◆ **Task brief**
All records are to be restated exactly, each line as it reads.

--- --- ---

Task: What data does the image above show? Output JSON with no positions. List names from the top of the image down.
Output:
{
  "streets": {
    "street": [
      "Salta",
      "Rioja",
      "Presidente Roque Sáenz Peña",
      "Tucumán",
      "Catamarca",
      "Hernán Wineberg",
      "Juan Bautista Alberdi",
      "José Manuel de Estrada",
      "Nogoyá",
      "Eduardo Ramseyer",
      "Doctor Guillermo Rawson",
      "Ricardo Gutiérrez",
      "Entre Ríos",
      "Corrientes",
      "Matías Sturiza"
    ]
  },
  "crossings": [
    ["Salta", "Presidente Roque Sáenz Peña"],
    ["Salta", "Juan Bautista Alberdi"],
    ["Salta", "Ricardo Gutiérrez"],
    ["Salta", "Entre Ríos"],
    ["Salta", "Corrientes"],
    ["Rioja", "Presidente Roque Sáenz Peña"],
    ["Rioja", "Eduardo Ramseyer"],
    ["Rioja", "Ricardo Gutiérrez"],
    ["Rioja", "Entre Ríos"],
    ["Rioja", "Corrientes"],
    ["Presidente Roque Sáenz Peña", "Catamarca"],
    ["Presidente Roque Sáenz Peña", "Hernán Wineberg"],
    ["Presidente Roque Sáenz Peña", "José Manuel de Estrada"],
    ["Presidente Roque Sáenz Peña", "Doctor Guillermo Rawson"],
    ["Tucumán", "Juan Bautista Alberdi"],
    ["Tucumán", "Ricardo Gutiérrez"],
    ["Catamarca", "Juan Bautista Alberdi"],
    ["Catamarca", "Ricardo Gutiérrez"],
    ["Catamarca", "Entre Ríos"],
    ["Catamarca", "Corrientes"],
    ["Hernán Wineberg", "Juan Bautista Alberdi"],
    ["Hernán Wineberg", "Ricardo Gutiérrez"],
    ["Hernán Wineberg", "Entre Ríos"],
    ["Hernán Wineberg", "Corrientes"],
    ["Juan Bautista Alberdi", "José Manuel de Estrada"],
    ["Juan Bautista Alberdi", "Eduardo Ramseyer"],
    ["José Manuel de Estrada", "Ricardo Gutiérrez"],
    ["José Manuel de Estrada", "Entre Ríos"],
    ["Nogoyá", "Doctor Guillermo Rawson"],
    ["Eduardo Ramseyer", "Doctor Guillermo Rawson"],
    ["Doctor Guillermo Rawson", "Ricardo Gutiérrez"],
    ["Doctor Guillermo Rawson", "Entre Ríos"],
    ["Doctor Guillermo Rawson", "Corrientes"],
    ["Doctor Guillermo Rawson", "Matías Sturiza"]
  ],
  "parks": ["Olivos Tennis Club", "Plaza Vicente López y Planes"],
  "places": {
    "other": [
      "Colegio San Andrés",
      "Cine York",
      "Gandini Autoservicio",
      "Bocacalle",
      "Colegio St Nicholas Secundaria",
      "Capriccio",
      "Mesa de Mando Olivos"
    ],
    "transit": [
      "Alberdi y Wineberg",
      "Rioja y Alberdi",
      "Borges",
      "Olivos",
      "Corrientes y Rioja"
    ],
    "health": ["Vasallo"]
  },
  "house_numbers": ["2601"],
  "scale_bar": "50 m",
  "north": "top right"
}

--- --- ---

◆ **Reply to the exercise**
Task: What data does the image above show? Output JSON with no positions. List names from the top of the image down.
Output:
{
  "streets": {
    "street": [
      "Salta",
      "Rioja",
      "Presidente Roque Sáenz Peña",
      "Tucumán",
      "Catamarca",
      "Hernán Wineberg",
      "Juan Bautista Alberdi",
      "José Manuel de Estrada",
      "Nogoyá",
      "Eduardo Ramseyer",
      "Doctor Guillermo Rawson",
      "Ricardo Gutiérrez",
      "Entre Ríos",
      "Corrientes",
      "Matías Sturiza"
    ]
  },
  "crossings": [
    ["Salta", "Presidente Roque Sáenz Peña"],
    ["Salta", "Juan Bautista Alberdi"],
    ["Salta", "Ricardo Gutiérrez"],
    ["Salta", "Entre Ríos"],
    ["Salta", "Corrientes"],
    ["Rioja", "Presidente Roque Sáenz Peña"],
    ["Rioja", "Eduardo Ramseyer"],
    ["Rioja", "Ricardo Gutiérrez"],
    ["Rioja", "Entre Ríos"],
    ["Rioja", "Corrientes"],
    ["Presidente Roque Sáenz Peña", "Catamarca"],
    ["Presidente Roque Sáenz Peña", "Hernán Wineberg"],
    ["Presidente Roque Sáenz Peña", "José Manuel de Estrada"],
    ["Presidente Roque Sáenz Peña", "Doctor Guillermo Rawson"],
    ["Tucumán", "Juan Bautista Alberdi"],
    ["Tucumán", "Ricardo Gutiérrez"],
    ["Catamarca", "Juan Bautista Alberdi"],
    ["Catamarca", "Ricardo Gutiérrez"],
    ["Catamarca", "Entre Ríos"],
    ["Catamarca", "Corrientes"],
    ["Hernán Wineberg", "Juan Bautista Alberdi"],
    ["Hernán Wineberg", "Ricardo Gutiérrez"],
    ["Hernán Wineberg", "Entre Ríos"],
    ["Hernán Wineberg", "Corrientes"],
    ["Juan Bautista Alberdi", "José Manuel de Estrada"],
    ["Juan Bautista Alberdi", "Eduardo Ramseyer"],
    ["José Manuel de Estrada", "Ricardo Gutiérrez"],
    ["José Manuel de Estrada", "Entre Ríos"],
    ["Nogoyá", "Doctor Guillermo Rawson"],
    ["Eduardo Ramseyer", "Doctor Guillermo Rawson"],
    ["Doctor Guillermo Rawson", "Ricardo Gutiérrez"],
    ["Doctor Guillermo Rawson", "Entre Ríos"],
    ["Doctor Guillermo Rawson", "Corrientes"],
    ["Doctor Guillermo Rawson", "Matías Sturiza"]
  ],
  "parks": ["Olivos Tennis Club", "Plaza Vicente López y Planes"],
  "places": {
    "other": [
      "Colegio San Andrés",
      "Cine York",
      "Gandini Autoservicio",
      "Bocacalle",
      "Colegio St Nicholas Secundaria",
      "Capriccio",
      "Mesa de Mando Olivos"
    ],
    "transit": [
      "Alberdi y Wineberg",
      "Rioja y Alberdi",
      "Borges",
      "Olivos",
      "Corrientes y Rioja"
    ],
    "health": ["Vasallo"]
  },
  "house_numbers": ["2601"],
  "scale_bar": "50 m",
  "north": "top right"
}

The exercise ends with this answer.